Family of Man Who Died After Traffic Stop Sue PoliceThe family members of Francisco DeJesus, who died after a traffic stop in downtown Buffalo in June 2018, have filed a lawsuit against Buffalo police, alleging they contributed to his death.

Authorities said they believed DeJesus was in possession of cocaine and swallowed it during a traffic stop.

The bag of cocaine got stuck in DeJesus’s esophagus and he was taken to the hospital where it was removed by hospital staff. District Attorney John J. Flynn said that it wasn’t clear then if he choked on the bag or whether or not the substance in the bag contributed to his death.

According to DeJesus’s death certificate, the cause of death is cocaine intoxication. The certificate didn’t list any other injuries.

The lawsuit, however, claims that DeJesus died due to acts of battery, negligence, excessive force, failure to provide adequate training, negligent hiring practices and federal civil rights violations.

DeJeus’s daughter said that police officers struck her father and are responsible for his death.

The city of Buffalo and police department, Police Commissioner Byron C. Lockwood and 10 unidentified police officers are named as defendants in the lawsuit.
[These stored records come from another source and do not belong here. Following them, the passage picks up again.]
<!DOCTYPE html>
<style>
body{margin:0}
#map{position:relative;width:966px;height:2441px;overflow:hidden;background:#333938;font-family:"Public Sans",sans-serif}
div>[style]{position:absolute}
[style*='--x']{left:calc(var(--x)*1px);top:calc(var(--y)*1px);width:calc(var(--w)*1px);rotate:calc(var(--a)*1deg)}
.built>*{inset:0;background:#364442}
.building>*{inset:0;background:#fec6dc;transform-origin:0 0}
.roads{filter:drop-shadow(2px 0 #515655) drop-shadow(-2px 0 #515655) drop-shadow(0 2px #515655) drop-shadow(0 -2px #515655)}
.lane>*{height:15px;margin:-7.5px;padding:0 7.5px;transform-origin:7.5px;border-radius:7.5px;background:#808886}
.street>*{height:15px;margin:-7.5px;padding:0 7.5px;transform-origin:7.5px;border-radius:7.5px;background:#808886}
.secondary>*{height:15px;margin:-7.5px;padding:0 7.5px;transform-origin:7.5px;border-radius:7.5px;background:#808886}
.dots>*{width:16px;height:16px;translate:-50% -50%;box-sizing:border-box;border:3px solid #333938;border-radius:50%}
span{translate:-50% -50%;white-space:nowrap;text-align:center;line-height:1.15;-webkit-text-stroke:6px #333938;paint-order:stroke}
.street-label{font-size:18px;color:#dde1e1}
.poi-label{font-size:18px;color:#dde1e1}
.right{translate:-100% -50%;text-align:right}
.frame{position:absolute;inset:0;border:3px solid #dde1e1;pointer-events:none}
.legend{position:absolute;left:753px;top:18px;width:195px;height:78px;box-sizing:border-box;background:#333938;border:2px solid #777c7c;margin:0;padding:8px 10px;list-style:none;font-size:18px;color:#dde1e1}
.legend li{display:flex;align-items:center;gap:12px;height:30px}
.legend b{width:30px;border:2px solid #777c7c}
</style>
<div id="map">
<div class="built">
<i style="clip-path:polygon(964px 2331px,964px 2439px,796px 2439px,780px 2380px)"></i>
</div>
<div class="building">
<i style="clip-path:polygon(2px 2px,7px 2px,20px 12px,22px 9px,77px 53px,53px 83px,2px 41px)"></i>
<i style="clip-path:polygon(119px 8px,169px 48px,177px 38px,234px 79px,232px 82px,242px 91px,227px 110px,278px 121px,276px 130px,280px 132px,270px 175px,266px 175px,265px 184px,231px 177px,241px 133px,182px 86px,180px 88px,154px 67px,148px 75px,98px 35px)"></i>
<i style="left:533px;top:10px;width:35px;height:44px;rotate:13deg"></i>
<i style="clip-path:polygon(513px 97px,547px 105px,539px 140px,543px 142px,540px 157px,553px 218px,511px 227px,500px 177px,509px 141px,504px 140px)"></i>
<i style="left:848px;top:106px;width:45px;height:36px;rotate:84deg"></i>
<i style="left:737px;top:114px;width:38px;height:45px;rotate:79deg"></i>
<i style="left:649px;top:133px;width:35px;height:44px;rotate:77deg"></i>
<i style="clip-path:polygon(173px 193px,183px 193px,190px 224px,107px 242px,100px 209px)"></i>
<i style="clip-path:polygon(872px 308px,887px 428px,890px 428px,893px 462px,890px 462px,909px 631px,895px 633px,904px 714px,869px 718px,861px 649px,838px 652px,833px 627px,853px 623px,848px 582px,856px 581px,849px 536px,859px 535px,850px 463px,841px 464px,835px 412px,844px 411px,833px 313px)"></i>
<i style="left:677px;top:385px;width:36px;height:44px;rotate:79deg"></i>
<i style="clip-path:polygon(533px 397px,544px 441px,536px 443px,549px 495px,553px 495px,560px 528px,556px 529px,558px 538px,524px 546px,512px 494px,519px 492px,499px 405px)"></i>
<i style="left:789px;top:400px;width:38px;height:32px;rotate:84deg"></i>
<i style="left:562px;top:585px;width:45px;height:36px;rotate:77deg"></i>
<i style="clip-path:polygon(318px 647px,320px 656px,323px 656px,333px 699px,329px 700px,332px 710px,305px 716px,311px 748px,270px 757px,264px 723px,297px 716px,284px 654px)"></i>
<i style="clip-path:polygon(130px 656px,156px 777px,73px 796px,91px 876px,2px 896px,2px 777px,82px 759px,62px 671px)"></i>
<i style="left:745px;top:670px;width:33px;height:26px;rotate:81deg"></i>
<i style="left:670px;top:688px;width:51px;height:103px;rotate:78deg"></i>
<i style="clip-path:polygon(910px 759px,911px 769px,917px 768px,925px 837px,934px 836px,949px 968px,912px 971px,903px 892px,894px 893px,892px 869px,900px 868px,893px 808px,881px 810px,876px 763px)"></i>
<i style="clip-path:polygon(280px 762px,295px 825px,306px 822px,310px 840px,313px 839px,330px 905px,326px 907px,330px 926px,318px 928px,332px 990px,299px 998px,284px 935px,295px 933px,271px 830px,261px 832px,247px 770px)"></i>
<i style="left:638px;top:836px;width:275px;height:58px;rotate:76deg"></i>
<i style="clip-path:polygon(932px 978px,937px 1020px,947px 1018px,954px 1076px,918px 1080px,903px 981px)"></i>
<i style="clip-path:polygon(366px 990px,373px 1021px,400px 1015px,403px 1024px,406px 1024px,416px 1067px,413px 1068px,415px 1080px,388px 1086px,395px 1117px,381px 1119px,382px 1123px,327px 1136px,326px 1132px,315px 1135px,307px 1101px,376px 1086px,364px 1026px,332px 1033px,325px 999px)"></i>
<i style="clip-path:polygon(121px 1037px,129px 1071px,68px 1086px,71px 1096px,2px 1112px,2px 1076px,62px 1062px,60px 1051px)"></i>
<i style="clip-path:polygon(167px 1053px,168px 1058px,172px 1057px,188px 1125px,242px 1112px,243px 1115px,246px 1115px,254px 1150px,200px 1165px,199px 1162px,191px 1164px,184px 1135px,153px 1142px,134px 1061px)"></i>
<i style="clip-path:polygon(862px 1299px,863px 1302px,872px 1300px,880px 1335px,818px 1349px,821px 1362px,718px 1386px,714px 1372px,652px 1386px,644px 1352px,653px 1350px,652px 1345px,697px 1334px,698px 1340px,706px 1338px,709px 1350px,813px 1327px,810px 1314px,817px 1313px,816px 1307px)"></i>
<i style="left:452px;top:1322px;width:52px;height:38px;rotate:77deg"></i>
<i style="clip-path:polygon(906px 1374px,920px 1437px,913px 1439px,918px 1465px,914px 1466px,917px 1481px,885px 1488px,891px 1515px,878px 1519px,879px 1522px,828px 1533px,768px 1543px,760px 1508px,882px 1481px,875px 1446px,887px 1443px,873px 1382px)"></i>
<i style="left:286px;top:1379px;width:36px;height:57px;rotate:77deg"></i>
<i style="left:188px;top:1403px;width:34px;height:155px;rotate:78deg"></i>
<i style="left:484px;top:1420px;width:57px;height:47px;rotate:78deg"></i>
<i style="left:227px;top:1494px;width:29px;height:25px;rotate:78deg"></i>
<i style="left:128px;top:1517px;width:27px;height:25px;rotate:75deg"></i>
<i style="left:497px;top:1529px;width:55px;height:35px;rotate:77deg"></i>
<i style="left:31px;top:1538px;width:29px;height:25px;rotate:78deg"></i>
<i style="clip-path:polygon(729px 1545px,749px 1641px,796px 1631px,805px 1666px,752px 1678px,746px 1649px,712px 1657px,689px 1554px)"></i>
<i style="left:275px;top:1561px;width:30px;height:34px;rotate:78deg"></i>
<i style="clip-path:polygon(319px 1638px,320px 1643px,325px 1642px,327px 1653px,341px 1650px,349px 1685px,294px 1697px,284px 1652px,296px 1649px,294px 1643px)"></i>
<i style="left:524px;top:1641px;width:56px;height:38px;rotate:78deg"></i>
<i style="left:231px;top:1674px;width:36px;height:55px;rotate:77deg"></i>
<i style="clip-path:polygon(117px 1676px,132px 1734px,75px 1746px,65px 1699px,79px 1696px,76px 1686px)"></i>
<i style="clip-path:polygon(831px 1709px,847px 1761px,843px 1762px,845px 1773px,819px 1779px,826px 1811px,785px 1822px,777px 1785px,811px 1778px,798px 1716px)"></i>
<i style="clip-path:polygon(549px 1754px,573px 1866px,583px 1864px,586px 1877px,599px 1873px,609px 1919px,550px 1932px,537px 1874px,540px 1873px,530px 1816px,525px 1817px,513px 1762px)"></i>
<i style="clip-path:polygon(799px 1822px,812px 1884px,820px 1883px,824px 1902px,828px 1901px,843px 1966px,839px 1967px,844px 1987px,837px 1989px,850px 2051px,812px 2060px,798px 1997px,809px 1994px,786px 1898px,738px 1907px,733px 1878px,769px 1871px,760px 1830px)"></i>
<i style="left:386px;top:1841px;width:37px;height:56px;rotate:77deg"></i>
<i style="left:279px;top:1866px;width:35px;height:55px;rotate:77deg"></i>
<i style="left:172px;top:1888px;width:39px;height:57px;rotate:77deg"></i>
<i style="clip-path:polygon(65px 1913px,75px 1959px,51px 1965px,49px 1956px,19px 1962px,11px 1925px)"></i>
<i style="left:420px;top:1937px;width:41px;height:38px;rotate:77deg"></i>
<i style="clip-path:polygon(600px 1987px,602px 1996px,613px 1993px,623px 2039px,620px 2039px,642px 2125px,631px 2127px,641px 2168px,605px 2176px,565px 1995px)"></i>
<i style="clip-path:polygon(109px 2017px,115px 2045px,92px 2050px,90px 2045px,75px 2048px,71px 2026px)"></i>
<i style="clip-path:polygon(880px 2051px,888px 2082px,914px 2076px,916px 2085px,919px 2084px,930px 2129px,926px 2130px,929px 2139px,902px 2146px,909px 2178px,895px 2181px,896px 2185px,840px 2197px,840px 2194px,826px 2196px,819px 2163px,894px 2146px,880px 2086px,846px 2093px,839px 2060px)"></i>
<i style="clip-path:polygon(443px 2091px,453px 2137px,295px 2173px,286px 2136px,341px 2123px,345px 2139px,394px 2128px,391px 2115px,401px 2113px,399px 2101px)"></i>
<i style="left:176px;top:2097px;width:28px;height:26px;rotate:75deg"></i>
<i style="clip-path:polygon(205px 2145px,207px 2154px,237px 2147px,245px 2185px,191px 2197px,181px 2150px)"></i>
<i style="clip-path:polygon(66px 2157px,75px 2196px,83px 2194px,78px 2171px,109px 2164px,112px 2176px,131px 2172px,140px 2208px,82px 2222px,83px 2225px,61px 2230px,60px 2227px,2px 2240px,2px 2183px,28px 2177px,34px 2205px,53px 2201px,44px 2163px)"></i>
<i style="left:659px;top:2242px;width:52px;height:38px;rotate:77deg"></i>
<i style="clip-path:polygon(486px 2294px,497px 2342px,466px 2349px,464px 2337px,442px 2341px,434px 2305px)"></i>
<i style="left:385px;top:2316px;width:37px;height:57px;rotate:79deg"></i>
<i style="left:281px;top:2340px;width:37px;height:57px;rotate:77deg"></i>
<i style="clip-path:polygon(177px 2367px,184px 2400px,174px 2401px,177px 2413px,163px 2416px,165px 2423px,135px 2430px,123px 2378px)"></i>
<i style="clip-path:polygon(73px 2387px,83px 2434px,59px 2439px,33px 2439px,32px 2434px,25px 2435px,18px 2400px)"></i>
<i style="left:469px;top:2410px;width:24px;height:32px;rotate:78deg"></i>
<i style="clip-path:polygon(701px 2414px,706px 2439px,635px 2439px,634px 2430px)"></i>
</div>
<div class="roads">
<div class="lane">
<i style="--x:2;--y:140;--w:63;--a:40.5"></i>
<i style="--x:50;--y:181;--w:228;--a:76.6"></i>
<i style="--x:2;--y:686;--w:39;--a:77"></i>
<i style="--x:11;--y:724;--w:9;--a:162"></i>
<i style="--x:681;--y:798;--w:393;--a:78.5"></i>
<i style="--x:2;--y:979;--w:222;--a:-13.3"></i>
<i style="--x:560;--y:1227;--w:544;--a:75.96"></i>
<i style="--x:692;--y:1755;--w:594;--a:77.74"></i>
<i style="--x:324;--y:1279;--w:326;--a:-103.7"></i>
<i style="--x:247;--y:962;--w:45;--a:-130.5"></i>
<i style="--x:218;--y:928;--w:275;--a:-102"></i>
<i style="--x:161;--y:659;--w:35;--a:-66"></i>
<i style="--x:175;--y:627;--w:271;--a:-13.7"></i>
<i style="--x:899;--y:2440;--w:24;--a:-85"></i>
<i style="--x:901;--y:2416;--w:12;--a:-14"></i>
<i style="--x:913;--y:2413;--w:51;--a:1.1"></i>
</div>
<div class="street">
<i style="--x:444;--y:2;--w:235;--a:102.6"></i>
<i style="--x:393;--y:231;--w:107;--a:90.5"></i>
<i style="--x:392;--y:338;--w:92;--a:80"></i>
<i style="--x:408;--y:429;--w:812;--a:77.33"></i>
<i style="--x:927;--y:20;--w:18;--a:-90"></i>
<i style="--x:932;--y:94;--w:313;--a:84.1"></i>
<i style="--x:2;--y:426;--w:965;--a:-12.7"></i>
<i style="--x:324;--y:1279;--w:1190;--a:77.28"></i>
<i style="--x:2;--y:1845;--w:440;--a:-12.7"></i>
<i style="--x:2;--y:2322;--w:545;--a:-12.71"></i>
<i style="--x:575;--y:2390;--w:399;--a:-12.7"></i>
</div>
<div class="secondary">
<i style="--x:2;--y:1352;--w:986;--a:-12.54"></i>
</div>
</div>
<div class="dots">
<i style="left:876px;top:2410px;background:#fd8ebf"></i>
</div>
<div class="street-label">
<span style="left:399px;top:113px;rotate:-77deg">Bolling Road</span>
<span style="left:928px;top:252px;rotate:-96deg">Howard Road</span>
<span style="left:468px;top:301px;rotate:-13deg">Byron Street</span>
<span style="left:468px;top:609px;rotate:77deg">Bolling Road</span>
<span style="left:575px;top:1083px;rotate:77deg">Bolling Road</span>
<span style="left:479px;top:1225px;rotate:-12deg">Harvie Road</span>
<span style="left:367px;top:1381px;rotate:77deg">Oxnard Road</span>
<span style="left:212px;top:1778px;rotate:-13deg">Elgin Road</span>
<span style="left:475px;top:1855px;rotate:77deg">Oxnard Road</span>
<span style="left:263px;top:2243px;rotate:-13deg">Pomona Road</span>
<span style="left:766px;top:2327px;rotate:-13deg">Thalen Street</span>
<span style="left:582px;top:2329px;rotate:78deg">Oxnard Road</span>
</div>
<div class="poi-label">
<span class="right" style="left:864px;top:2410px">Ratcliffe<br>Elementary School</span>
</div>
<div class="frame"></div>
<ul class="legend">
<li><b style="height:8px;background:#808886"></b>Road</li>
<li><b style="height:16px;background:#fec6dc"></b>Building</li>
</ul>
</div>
The suit also alleges that the defendants fabricated a story about what happened and filed false statements and police reports.

Unfortunately, this isn’t the first time police have been accused of using excessive force. Earlier this month, Michael Yeager filed a lawsuit against an Austin police officer for allegedly using brutal, excessive force while falsely arresting him.

The incident involving Yeager occurred on Dec. 18, 2018 in a parking lot underneath Interstate 35 near 11th Street. Body camera footage shows officer Dusty Jester slamming Yeager to the ground and using a stun gun on him without cause.

The lawsuit said that Yeager suffered a concussion, separated shoulder, broken nose, fractured thumb and cuts that required 27 stitches.
“The video is absolutely outrageous,” Yeager’s lawyer, Scott Medlock said. “I’ve watched a lot of police excessive force videos in my career, and this one is mind-boggling. ”

A heavily redacted incident report from Austin police, though, stated Yeager repeatedly ignored Jester’s commands to stop while he walked away from the scene. Jester took out his stun gun and told Yeager to get on the ground, but he refused.

Yeager was charged with evading arrest, but the charge was eventually dismissed.